You’ve likely heard it a millions times. That history is only a guide and not a guarantee. And yet, who among us can resist looking backwards to try and gauge what the future might hold?
I know I sure can’t, which is why when I see things that say there’s a 66% chance the S&P 500 (^GSPC) will be up again next year, I get interested.
As MKM Partners chief market technician Jonathan Krinsky reveals in the attached video, this high probability of an encore, albeit lesser, performance next year is just one of the things that happens when the market books a rare 25% gain, as it has so far this year.
“What is unusual is that this year we’re following 2012 which was up 13%,” Krinsky says, noting that of the sixteen times the market has delivered that degree of upside since 1928, ”only four them followed a year that was up 13% or more.”
So right there, assuming we don’t implode in the next four weeks, 2013 falls into an even more exclusive club.
Krinsky also points out that, more often than not, these type of outsized years tend to spill over into the following year, writing that “Overall, following an up 25% year, the following year is higher 66% of the time, for an average move of +5.47%.”
Sure 5.5% is a far cry from 25%, but it’s not a crash either, and that alone should be comforting in a jittery environment like we are in currently.
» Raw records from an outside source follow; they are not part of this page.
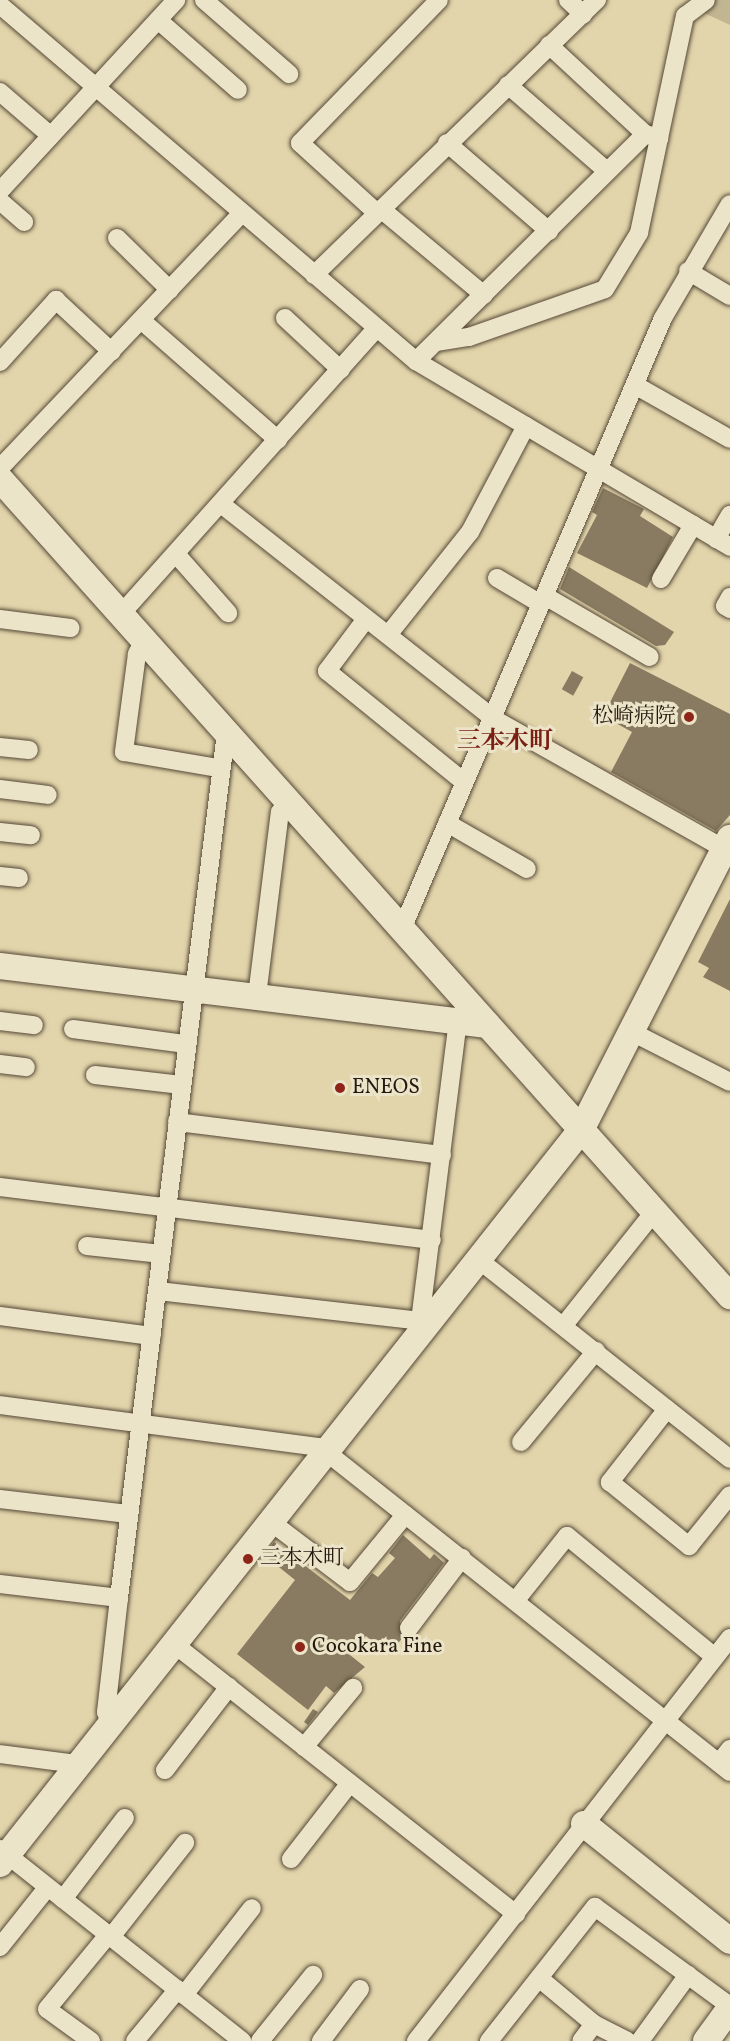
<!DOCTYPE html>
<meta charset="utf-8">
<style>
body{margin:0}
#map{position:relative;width:730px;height:2041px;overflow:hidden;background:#e2d5ab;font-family:Vollkorn,"Noto Serif JP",serif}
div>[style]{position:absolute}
.green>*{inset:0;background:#c2b591}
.building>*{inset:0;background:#887b61;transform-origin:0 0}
.roads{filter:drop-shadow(0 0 2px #554837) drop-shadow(0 0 2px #554837)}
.street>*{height:18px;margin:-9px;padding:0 9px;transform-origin:9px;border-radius:9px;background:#ece4c8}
.secondary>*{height:26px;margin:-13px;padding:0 13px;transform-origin:13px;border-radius:13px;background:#ece4c8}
.dots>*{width:16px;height:16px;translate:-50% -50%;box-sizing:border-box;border:3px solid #ece4c8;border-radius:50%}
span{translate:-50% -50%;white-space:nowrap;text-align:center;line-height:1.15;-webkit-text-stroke:6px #ece4c8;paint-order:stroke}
.poi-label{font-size:21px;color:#261910}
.right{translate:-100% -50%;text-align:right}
.left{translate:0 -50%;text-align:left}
.quarter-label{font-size:24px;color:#7a1f14;font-weight:700}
</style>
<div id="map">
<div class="green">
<div style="clip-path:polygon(714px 0,730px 0,730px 25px,700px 11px)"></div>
</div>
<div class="building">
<div style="clip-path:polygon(603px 488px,644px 509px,640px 516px,673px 537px,647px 588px,577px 553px,597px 515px,592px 512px)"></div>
<div style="clip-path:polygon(569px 567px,674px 632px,665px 645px,656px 646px,560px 589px)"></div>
<div style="clip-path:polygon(630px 663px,730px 714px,730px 815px,716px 831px,611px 772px,632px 732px,603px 716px)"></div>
<div style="left:572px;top:671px;width:13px;height:21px;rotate:29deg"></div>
<div style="clip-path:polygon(730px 899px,730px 991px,703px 977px,709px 968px,698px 962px)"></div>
<div style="clip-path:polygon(403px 1535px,430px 1559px,434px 1554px,444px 1563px,400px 1621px,403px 1637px,389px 1655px,366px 1636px,350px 1655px,365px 1667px,334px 1693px,326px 1686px,308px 1710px,237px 1654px,295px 1580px,264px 1555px,274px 1542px,350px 1600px,372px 1573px,378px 1577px,395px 1558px,389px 1553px)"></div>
<div style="clip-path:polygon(313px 1709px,318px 1712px,308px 1725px,304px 1722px)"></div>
</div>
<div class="roads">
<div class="street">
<div style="left:204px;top:0;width:113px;rotate:41deg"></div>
<div style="left:568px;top:0;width:21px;rotate:43deg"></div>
<div style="left:0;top:5px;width:548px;rotate:40.56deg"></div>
<div style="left:416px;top:361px;width:365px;rotate:30.6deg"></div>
<div style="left:158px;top:20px;width:106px;rotate:41.2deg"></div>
<div style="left:549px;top:45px;width:131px;rotate:42.8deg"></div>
<div style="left:508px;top:85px;width:131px;rotate:41deg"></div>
<div style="left:0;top:92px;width:67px;rotate:40.8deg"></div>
<div style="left:447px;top:143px;width:135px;rotate:40.8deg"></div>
<div style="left:0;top:191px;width:260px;rotate:-47.3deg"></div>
<div style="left:0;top:201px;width:32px;rotate:41deg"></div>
<div style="left:381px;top:209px;width:134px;rotate:39.9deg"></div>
<div style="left:377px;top:213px;width:104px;rotate:-137.7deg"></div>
<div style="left:300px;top:143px;width:199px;rotate:-45.8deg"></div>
<div style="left:117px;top:238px;width:74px;rotate:44.5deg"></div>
<div style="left:688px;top:271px;width:49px;rotate:30.8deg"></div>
<div style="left:314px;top:275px;width:395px;rotate:-44.2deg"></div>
<div style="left:285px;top:318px;width:76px;rotate:42.9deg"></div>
<div style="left:141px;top:320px;width:182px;rotate:41.2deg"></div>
<div style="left:436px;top:342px;width:33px;rotate:-9deg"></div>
<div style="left:469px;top:337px;width:144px;rotate:-19.4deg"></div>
<div style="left:605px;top:289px;width:66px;rotate:-58.7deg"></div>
<div style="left:639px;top:233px;width:97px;rotate:-78.1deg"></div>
<div style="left:416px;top:361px;width:322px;rotate:-44.7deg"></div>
<div style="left:645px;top:134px;width:15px;rotate:16deg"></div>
<div style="left:659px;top:138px;width:125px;rotate:-78deg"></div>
<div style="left:685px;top:16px;width:26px;rotate:-37deg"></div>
<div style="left:0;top:362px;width:84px;rotate:-47.9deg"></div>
<div style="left:56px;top:300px;width:76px;rotate:42.9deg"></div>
<div style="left:635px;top:385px;width:109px;rotate:29.6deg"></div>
<div style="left:0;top:468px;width:350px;rotate:-46.5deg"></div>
<div style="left:221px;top:504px;width:347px;rotate:38.2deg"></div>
<div style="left:494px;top:719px;width:271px;rotate:29.4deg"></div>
<div style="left:716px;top:539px;width:28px;rotate:-60deg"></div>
<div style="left:176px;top:554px;width:79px;rotate:48.6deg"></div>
<div style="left:497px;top:578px;width:51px;rotate:30.6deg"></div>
<div style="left:661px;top:579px;width:63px;rotate:-59.3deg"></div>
<div style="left:545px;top:596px;width:121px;rotate:30.2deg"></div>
<div style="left:730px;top:597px;width:10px;rotate:119deg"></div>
<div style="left:725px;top:606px;width:6px;rotate:31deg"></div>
<div style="left:121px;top:614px;width:382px;rotate:-48.2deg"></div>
<div style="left:0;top:619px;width:71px;rotate:7.3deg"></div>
<div style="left:366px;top:619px;width:65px;rotate:126.9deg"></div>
<div style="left:327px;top:671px;width:176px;rotate:39deg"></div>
<div style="left:388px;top:635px;width:132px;rotate:-51.5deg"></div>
<div style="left:470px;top:532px;width:120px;rotate:-62.2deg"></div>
<div style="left:144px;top:640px;width:16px;rotate:117deg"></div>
<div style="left:137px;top:654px;width:99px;rotate:97.6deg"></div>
<div style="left:124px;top:752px;width:96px;rotate:9.6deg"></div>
<div style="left:0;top:747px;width:29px;rotate:6deg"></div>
<div style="left:0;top:789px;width:48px;rotate:7.1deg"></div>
<div style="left:447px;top:823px;width:92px;rotate:29.9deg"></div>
<div style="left:0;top:832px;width:31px;rotate:6deg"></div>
<div style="left:0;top:876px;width:19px;rotate:6deg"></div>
<div style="left:402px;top:929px;width:664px;rotate:-66.87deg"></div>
<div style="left:663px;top:318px;width:132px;rotate:-59.6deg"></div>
<div style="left:257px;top:996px;width:185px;rotate:-82.9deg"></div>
<div style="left:280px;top:812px;width:12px;rotate:-48deg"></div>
<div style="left:0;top:1021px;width:34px;rotate:7deg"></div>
<div style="left:73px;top:1029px;width:114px;rotate:7.6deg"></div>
<div style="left:630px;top:1031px;width:112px;rotate:27deg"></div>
<div style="left:0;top:1064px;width:26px;rotate:7deg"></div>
<div style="left:95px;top:1075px;width:87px;rotate:6.6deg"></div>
<div style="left:177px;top:1122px;width:267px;rotate:7.1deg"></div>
<div style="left:0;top:1187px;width:435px;rotate:7deg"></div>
<div style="left:87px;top:1246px;width:75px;rotate:6.1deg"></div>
<div style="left:479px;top:1260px;width:320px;rotate:38.4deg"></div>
<div style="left:158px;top:1291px;width:264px;rotate:6.5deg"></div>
<div style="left:0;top:1316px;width:153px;rotate:7.5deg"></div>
<div style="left:564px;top:1325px;width:144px;rotate:-51.5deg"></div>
<div style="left:425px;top:1327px;width:8px;rotate:-130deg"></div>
<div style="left:420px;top:1321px;width:302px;rotate:-82.8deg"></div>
<div style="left:0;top:1405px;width:323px;rotate:7.5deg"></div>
<div style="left:320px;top:1447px;width:523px;rotate:38.4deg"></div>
<div style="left:667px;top:1409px;width:93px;rotate:128deg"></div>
<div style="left:610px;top:1482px;width:102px;rotate:39deg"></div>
<div style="left:689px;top:1546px;width:65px;rotate:-51.2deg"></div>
<div style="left:521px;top:1442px;width:118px;rotate:-50.5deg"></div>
<div style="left:0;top:1499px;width:129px;rotate:6.7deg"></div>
<div style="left:271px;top:1522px;width:99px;rotate:37.2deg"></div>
<div style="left:350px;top:1582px;width:87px;rotate:-50.6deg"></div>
<div style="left:0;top:1584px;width:120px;rotate:6.7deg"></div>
<div style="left:516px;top:1600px;width:82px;rotate:-51.4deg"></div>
<div style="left:567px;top:1536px;width:191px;rotate:39.3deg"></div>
<div style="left:409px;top:1628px;width:88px;rotate:-52.9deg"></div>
<div style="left:174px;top:1644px;width:436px;rotate:38.3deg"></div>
<div style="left:110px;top:1724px;width:13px;rotate:-108deg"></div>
<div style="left:106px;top:1712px;width:115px;rotate:-83.5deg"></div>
<div style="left:119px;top:1598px;width:872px;rotate:-82.95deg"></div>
<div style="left:304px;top:1747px;width:77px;rotate:-50.3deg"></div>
<div style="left:0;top:1754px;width:78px;rotate:7.4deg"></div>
<div style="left:719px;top:1763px;width:18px;rotate:-52deg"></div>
<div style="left:165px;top:1770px;width:105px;rotate:-52.4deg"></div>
<div style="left:0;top:1849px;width:309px;rotate:38.4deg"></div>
<div style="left:291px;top:1859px;width:96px;rotate:-52.2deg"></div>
<div style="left:63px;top:1899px;width:102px;rotate:-52.6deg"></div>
<div style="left:111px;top:1937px;width:120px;rotate:-51.8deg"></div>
<div style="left:0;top:1947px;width:75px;rotate:-51.5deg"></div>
<div style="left:539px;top:1978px;width:72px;rotate:39.9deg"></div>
<div style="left:594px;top:2024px;width:21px;rotate:127deg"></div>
<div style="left:184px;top:1995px;width:110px;rotate:-52deg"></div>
<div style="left:594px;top:2024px;width:37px;rotate:27deg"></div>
<div style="left:91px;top:2041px;width:54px;rotate:-144deg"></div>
<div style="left:47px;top:2009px;width:96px;rotate:-50.5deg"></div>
<div style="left:135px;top:2041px;width:67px;rotate:-50.4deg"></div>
<div style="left:260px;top:2041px;width:85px;rotate:-51.2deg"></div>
<div style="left:321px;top:2041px;width:65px;rotate:-53.1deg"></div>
<div style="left:416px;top:2041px;width:511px;rotate:-52.08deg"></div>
<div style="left:489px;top:2041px;width:171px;rotate:-51.7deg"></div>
<div style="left:595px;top:1907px;width:167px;rotate:36.3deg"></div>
<div style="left:640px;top:2041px;width:82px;rotate:-54deg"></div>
</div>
<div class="secondary">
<div style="left:0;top:479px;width:1096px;rotate:48.22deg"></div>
<div style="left:0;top:966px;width:491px;rotate:6.9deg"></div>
<div style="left:584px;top:1824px;width:187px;rotate:38.7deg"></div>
<div style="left:0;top:1864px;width:936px;rotate:-51.64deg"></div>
<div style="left:581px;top:1130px;width:328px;rotate:-63deg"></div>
<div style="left:706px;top:2041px;width:41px;rotate:-54deg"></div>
</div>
</div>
<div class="dots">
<div style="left:689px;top:717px;background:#8f2418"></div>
<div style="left:340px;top:1088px;background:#8f2418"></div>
<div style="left:248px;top:1559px;background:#8f2418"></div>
<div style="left:300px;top:1647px;background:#8f2418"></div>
</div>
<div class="poi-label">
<span class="right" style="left:676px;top:717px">松崎病院</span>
<span class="left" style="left:352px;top:1088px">ENEOS</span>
<span class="left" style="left:260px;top:1559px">三本木町</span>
<span class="left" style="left:312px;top:1647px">Cocokara Fine</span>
</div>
<div class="quarter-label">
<span style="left:505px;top:743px">三本木町</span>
</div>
</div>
In fact, in the four instances that 25% up-years followed years that were up 13% or more, Krinsky says the aftermath is less clear, since twice it resulted in big losses and twice it end up in big gains.
For his money, Krinksy thinks the latter looks to be the better bet right now.
“If we look at the technicals, and the market internals right now, there’s really nothing to suggest that we’re going to see a horrible year (in 2014),” Krinsky says. “The breadth is good. The trends are good. The momentum is good and sector leadership is good. That all bodes well for (another) outsized year as opposed to a major downside move.”